(Beginning of SUPPLIED MATERIAL)

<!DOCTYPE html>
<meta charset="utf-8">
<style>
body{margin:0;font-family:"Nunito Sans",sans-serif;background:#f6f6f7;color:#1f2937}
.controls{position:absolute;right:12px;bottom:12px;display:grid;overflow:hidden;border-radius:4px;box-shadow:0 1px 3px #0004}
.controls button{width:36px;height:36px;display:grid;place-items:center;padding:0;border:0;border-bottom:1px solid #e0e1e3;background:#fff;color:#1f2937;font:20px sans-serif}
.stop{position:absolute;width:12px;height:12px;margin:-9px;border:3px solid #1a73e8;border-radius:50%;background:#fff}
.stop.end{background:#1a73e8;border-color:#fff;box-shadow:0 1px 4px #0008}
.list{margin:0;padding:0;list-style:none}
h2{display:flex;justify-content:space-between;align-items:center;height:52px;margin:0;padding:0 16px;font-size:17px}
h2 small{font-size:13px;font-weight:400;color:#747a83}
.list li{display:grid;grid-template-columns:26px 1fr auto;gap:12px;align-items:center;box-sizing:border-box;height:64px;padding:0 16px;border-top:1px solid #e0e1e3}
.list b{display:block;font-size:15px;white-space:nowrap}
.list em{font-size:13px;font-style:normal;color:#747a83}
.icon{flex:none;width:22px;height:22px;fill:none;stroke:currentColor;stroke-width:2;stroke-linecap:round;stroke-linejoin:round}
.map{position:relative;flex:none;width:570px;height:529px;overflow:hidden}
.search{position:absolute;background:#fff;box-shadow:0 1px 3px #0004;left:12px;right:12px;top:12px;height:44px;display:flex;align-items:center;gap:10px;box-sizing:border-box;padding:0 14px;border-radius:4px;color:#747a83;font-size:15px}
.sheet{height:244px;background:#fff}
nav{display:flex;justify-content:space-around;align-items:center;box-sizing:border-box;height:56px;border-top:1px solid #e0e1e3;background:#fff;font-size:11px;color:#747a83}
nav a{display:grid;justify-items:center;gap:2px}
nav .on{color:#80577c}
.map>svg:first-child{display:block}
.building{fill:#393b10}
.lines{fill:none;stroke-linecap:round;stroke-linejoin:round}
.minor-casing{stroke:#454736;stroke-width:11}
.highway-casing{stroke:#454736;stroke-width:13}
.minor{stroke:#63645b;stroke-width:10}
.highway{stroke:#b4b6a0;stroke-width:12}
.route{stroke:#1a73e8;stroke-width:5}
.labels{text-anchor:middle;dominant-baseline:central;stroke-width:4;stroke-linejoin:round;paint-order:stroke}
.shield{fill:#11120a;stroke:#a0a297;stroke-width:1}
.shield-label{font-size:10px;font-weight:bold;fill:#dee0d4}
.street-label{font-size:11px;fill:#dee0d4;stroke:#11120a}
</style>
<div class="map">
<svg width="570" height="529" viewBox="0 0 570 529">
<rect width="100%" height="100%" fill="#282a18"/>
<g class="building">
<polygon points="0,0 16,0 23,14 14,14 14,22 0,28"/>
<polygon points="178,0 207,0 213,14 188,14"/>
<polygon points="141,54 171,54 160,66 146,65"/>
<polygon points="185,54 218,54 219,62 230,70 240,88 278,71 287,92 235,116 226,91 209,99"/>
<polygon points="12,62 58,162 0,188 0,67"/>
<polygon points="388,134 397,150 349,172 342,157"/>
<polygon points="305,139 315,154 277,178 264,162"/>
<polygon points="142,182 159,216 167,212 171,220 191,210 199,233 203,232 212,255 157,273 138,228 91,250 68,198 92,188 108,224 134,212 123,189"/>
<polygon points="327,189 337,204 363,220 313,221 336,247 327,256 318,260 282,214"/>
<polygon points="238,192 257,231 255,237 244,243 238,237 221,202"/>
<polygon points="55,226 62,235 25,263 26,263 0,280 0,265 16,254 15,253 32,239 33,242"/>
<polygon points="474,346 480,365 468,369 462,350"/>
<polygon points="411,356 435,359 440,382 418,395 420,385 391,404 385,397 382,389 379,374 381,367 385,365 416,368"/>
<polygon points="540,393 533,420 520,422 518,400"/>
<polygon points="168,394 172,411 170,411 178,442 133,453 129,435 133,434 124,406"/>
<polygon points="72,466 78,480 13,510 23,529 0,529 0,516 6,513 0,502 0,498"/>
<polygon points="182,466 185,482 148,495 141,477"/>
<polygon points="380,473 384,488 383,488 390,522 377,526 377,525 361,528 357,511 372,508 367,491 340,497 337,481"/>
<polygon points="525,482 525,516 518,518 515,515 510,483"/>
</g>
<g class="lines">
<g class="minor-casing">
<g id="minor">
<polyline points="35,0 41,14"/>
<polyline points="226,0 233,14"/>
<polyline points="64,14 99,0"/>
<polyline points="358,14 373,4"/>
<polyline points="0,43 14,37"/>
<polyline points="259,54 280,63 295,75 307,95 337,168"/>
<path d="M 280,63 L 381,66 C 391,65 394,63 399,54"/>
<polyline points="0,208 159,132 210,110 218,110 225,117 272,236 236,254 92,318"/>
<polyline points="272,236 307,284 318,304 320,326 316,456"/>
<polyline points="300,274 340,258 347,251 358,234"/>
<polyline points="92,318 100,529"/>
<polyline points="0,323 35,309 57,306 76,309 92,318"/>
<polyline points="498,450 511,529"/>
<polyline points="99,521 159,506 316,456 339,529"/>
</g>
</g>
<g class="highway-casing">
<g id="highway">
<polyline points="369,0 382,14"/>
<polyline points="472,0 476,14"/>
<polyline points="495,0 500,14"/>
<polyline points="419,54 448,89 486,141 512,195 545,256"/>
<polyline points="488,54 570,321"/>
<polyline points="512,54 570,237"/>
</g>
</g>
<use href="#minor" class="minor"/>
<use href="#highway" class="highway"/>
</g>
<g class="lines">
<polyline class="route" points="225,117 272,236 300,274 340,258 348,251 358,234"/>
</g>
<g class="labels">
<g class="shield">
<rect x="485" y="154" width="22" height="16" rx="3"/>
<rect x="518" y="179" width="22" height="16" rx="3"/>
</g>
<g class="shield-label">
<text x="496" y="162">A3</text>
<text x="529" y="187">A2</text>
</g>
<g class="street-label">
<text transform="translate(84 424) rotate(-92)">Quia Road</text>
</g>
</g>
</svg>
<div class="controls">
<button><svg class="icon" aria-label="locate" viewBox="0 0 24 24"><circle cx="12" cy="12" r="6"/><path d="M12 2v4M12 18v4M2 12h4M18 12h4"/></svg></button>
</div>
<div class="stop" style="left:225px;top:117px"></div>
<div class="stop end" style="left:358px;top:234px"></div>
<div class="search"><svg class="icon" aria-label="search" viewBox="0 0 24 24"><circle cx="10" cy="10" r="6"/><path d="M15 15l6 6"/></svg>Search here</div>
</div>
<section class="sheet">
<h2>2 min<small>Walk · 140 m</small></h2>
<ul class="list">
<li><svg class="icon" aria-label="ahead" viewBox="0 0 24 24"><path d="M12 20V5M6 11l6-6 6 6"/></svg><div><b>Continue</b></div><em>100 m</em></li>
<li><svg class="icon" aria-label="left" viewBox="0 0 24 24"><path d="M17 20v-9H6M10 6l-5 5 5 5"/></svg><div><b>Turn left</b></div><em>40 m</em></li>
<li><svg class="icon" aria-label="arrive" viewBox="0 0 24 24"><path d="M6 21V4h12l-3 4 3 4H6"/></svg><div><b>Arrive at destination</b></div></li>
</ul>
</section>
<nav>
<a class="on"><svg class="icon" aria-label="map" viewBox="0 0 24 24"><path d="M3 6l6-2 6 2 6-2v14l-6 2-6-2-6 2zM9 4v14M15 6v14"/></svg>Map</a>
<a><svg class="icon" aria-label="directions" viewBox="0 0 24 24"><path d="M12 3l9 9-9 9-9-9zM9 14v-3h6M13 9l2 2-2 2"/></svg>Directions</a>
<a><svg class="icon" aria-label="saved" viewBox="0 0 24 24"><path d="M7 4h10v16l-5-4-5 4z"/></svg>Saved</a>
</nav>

(End of SUPPLIED MATERIAL)

§ **AIM OF THE TASK**
The answer must consist of every line from the entries above that contains "solid".

§ **ANSWER SECTION**
.controls button{width:36px;height:36px;display:grid;place-items:center;padding:0;border:0;border-bottom:1px solid #e0e1e3;background:#fff;color:#1f2937;font:20px sans-serif}
.stop{position:absolute;width:12px;height:12px;margin:-9px;border:3px solid #1a73e8;border-radius:50%;background:#fff}
.list li{display:grid;grid-template-columns:26px 1fr auto;gap:12px;align-items:center;box-sizing:border-box;height:64px;padding:0 16px;border-top:1px solid #e0e1e3}
nav{display:flex;justify-content:space-around;align-items:center;box-sizing:border-box;height:56px;border-top:1px solid #e0e1e3;background:#fff;font-size:11px;color:#747a83}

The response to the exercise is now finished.